LISTED ENTRIES:
▬▬▬▬▬▬
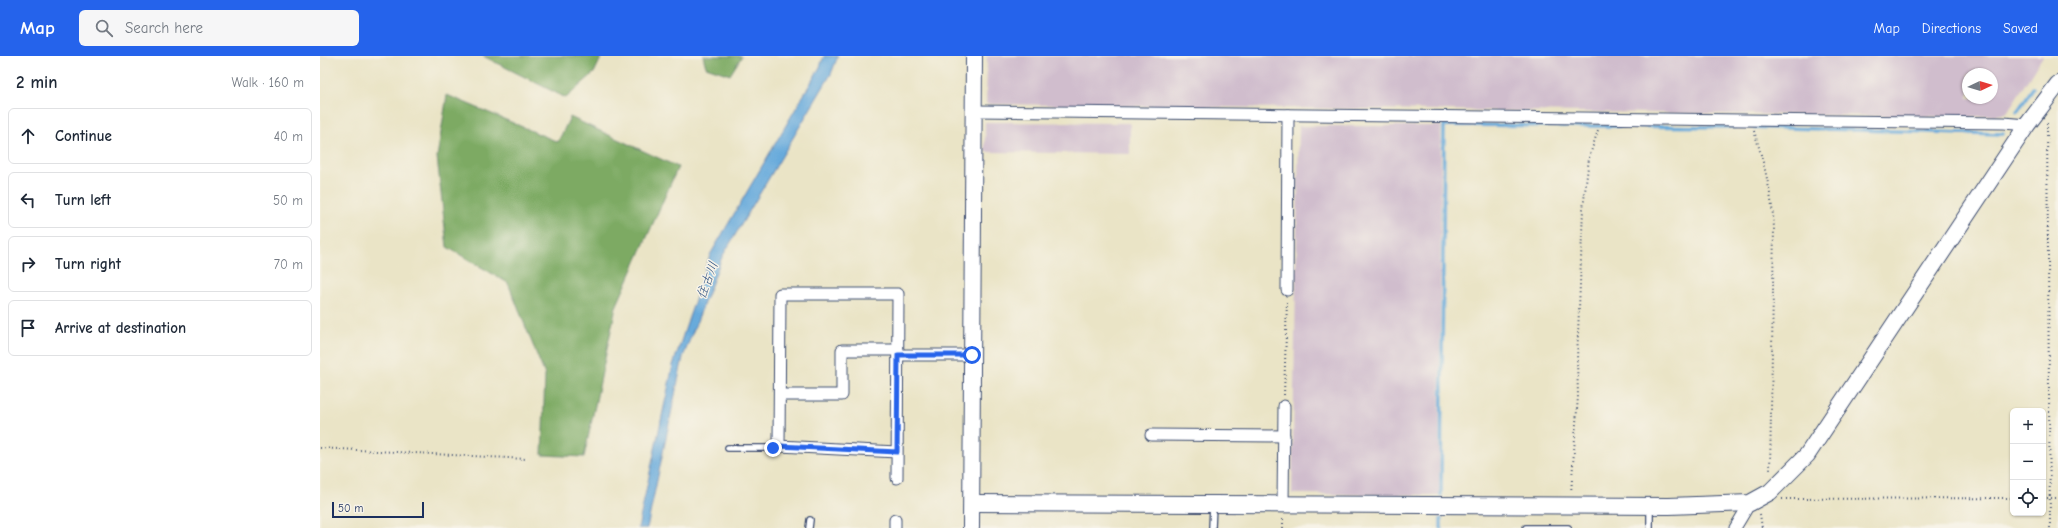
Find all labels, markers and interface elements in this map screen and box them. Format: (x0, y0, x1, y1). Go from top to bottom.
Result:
search box (79, 10, 359, 46)
text: Map (20, 17, 55, 39)
icon: search (93, 17, 115, 39)
text: Search here (125, 19, 203, 37)
text: Map (1873, 20, 1900, 37)
text: Directions (1922, 20, 1981, 37)
text: Saved (2003, 20, 2038, 37)
north arrow (1962, 68, 1998, 104)
text: 2 min (16, 73, 57, 92)
text: Walk · 160 m (232, 75, 304, 90)
icon: ahead (17, 125, 39, 147)
text: Continue (55, 127, 112, 145)
text: 40 m (274, 129, 303, 144)
icon: left (17, 189, 39, 211)
text: Turn left (55, 191, 111, 209)
text: 50 m (273, 193, 303, 208)
icon: right (17, 253, 39, 275)
text: Turn right (55, 255, 121, 273)
text: 70 m (274, 257, 303, 272)
water label: 住古川 (693, 259, 721, 301)
icon: arrive (17, 317, 39, 339)
text: Arrive at destination (55, 319, 186, 337)
route start (963, 346, 981, 364)
map controls (2010, 408, 2046, 516)
button: + (2010, 408, 2046, 444)
route end (764, 439, 782, 457)
button: − (2010, 444, 2046, 480)
button: locate (2010, 480, 2046, 516)
scale bar (332, 500, 424, 519)
text: 50 m (338, 502, 363, 515)

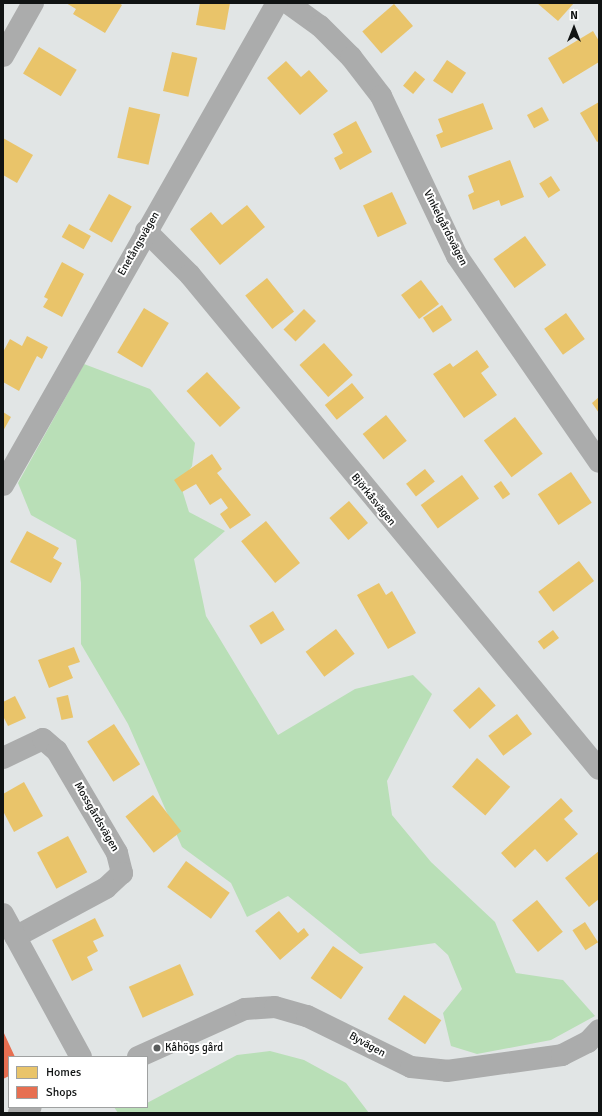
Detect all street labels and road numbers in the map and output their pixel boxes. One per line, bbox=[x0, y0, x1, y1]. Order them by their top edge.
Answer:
street label: Vinkelgårdsvägen bbox=[420, 188, 470, 268]
street label: Enetångsvägen bbox=[115, 210, 163, 278]
street label: Björkåsvägen bbox=[348, 471, 398, 529]
street label: Mossgårdsvägen bbox=[71, 780, 121, 854]
street label: Byvägen bbox=[347, 1030, 387, 1060]

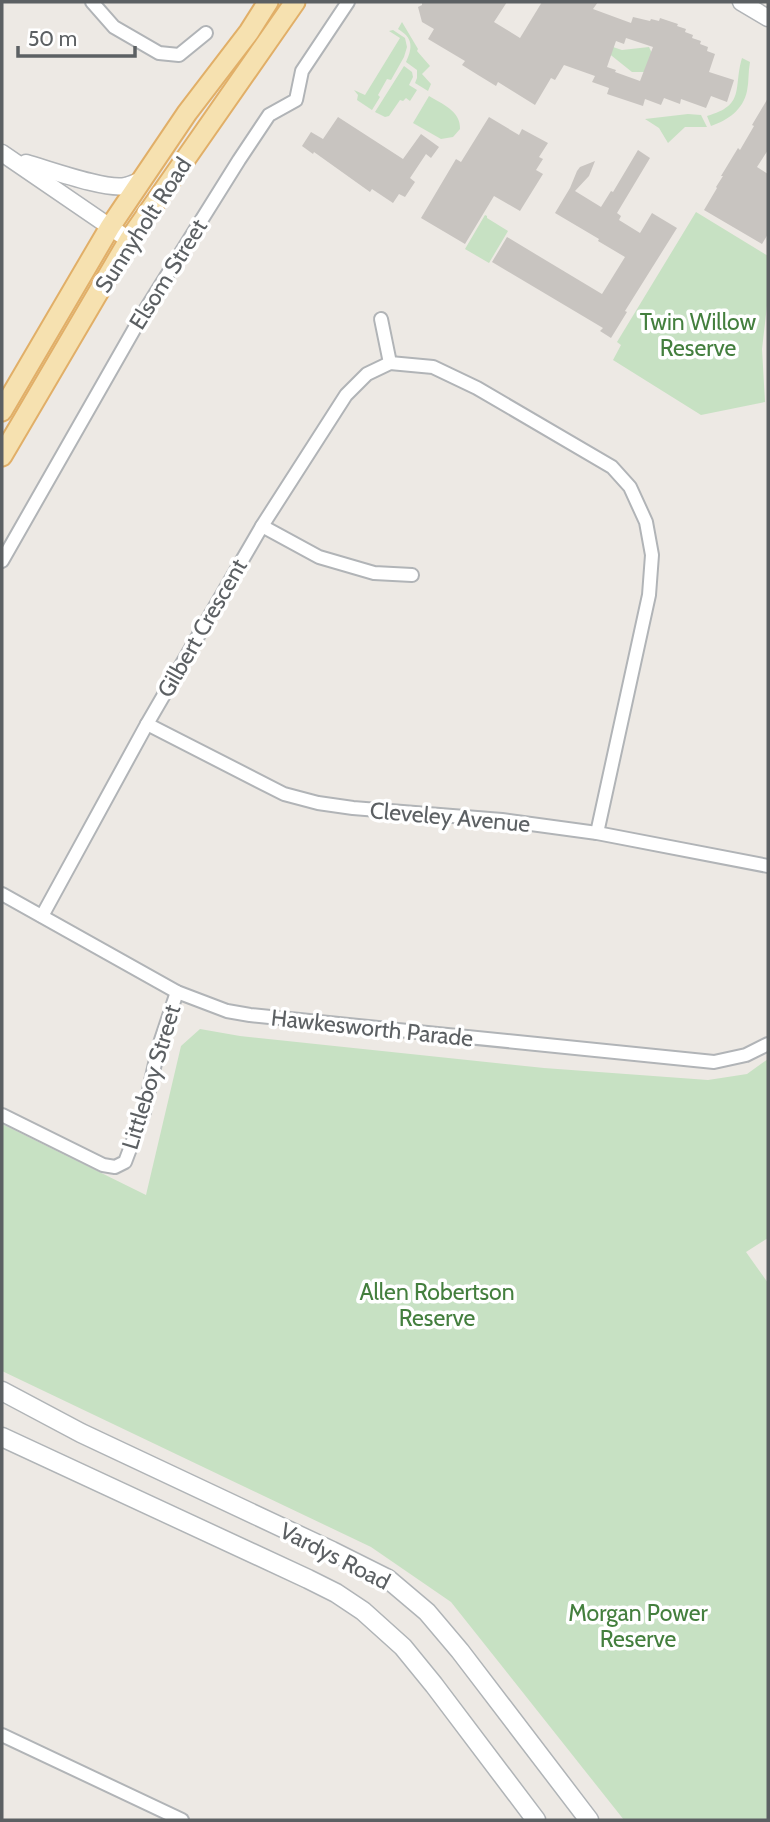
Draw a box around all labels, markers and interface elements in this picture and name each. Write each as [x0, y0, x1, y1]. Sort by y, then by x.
▬▬▬▬▬▬
EXERCISE:
Look through the entries above; find each line with the word "interface" and copy it.

EXERCISE OUTPUT:
Find all labels, markers and interface elements in this map screen and box them. Format: (x0, y0, x1, y1). Go from top to bottom.
Draw a box around all labels, markers and interface elements in this picture and name each. Write each as [x0, y0, x1, y1]. Sort by y, then by x.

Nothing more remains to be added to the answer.